Seizing on an Iranian missile test, Israeli Prime Minister Benjamin Netanyahu and new U.S. President Donald Trump are nearing common ground on a tougher U.S. policy towards Tehran ahead of their first face-to-face talks at the White House.

But people familiar with the Trump administration's thinking say that its evolving strategy is likely to be aimed not at "dismantling" Iran's July 2015 nuclear deal with six world powers - as presidential candidate Trump sometimes advocated - but tightening its enforcement and pressuring the Islamic Republic into renegotiating key provisions.

Options, they say, would include wider scrutiny of Iran's compliance by the U.N. nuclear watchdog (IAEA), including access to Iranian military sites, and removing "sunset" terms that allow some curbs on Iranian nuclear activity to start expiring in 10 years and lift other limits after 15 years.

In a shift of position for Netanyahu, all signs in Israel point to him being on board with the emerging U.S. plan. Two years ago, he infuriated the Obama White House by addressing the U.S. Congress to rally hawkish opposition to a budding Iran pact he condemned as a "historic mistake" that should be torn up.

As Trump and Netanyahu prepare for their Feb. 15 meeting, focus has shifted to Iran's ballistic missile test last week.

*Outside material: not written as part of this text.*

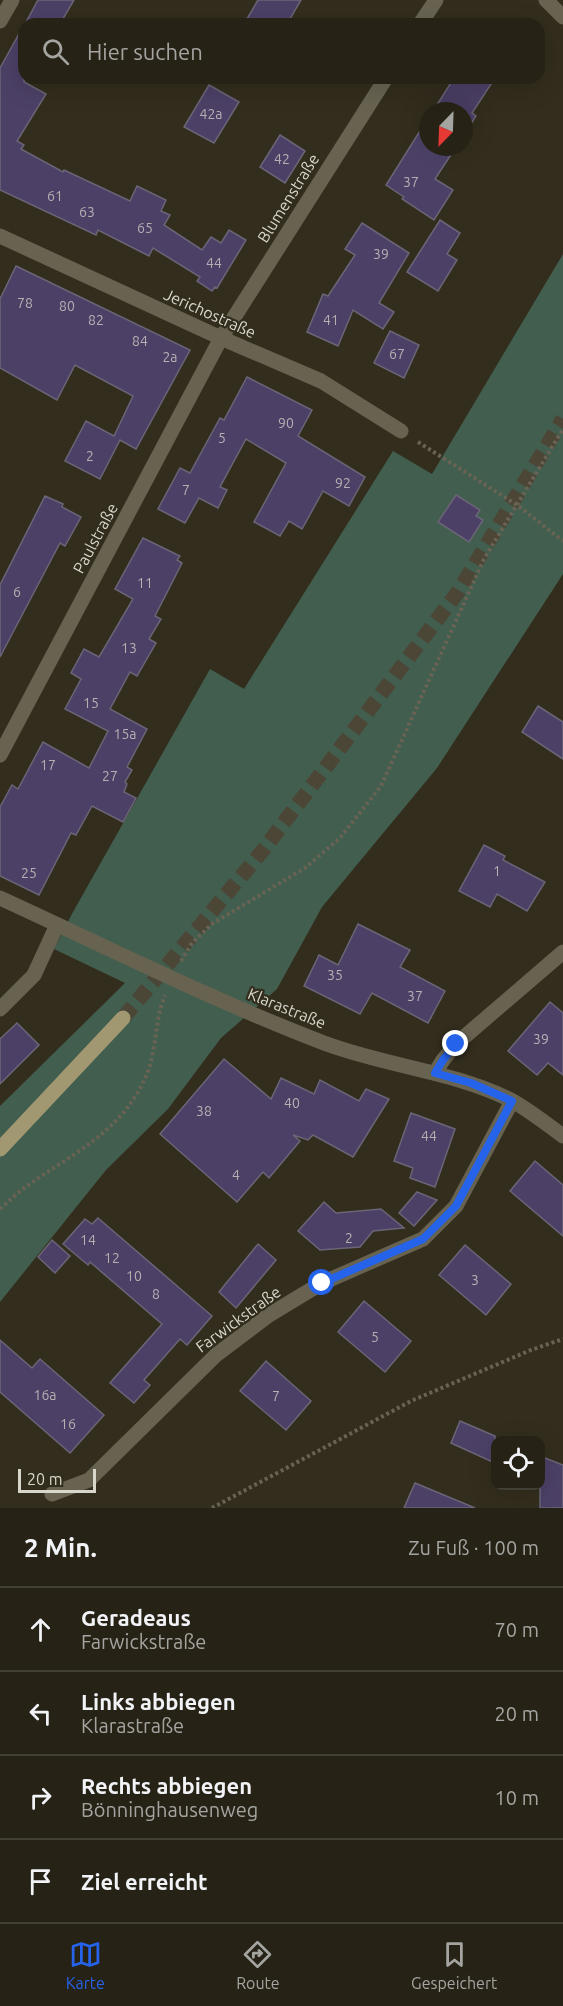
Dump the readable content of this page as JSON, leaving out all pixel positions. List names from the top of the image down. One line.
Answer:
{"streets":{"street":["Blumenstraße","Jerichostraße","Paulstraße","Klarastraße","Farwickstraße"]},"crossings":[["Blumenstraße","Jerichostraße"],["Blumenstraße","Paulstraße"],["Jerichostraße","Paulstraße"],["Klarastraße","Farwickstraße"]],"house_numbers":["42a","42","37","61","63","65","39","44","78","80","82","41","84","67","2a","90","5","2","92","7","11","6","13","15","15a","17","27","1","25","35","37","39","40","38","44","4","2","14","12","10","3","8","5","16a","7","16"],"scale_bar":"20 m","north":"bottom left","page":{"search":"Hier suchen","scale":"20 m","heading":["2 Min.","Zu Fuß · 100 m"],"list":[["Geradeaus","Farwickstraße","70 m"],["Links abbiegen","Klarastraße","20 m"],["Rechts abbiegen","Bönninghausenweg","10 m"],"Ziel erreicht"],"nav":["Karte","Route","Gespeichert"]}}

The White House said the missile launch was not a direct breach of the nuclear deal but "violates the spirit of that". Trump responded by slapping fresh sanctions on individuals and entities, some of them linked to Iran's elite Revolutionary Guards (IRGC).

A U.N. Security Council resolution underpinning the nuclear pact urges Iran to refrain from testing missiles designed to be able to carry nuclear warheads, but imposes no obligation.

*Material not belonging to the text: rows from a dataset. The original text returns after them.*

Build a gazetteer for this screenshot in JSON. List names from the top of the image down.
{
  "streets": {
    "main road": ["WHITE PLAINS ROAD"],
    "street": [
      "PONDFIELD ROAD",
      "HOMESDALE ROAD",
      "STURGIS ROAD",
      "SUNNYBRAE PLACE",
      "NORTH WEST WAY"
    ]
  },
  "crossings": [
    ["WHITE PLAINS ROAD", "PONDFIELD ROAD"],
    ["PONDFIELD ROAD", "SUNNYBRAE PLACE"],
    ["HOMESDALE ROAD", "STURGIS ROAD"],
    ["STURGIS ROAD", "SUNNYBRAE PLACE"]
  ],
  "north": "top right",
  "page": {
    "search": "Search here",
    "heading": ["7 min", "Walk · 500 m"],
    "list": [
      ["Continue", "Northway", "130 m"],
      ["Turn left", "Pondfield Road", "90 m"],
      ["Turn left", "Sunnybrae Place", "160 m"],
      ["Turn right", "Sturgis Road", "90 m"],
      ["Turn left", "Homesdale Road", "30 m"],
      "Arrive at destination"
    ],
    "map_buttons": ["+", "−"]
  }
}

However, Trump tweeted, "Iran is playing with fire" and "they don't appreciate how 'kind' President Obama was to them. Not me!" Trump's national security adviser, Michael Flynn, said Washington was putting Tehran on notice over its "destabilising activity". Netanyahu "appreciated" the comments.

Tehran bristled, warning that "roaring missiles" would fall on its enemies if its security is threatened. It also said its military would never initiate a war.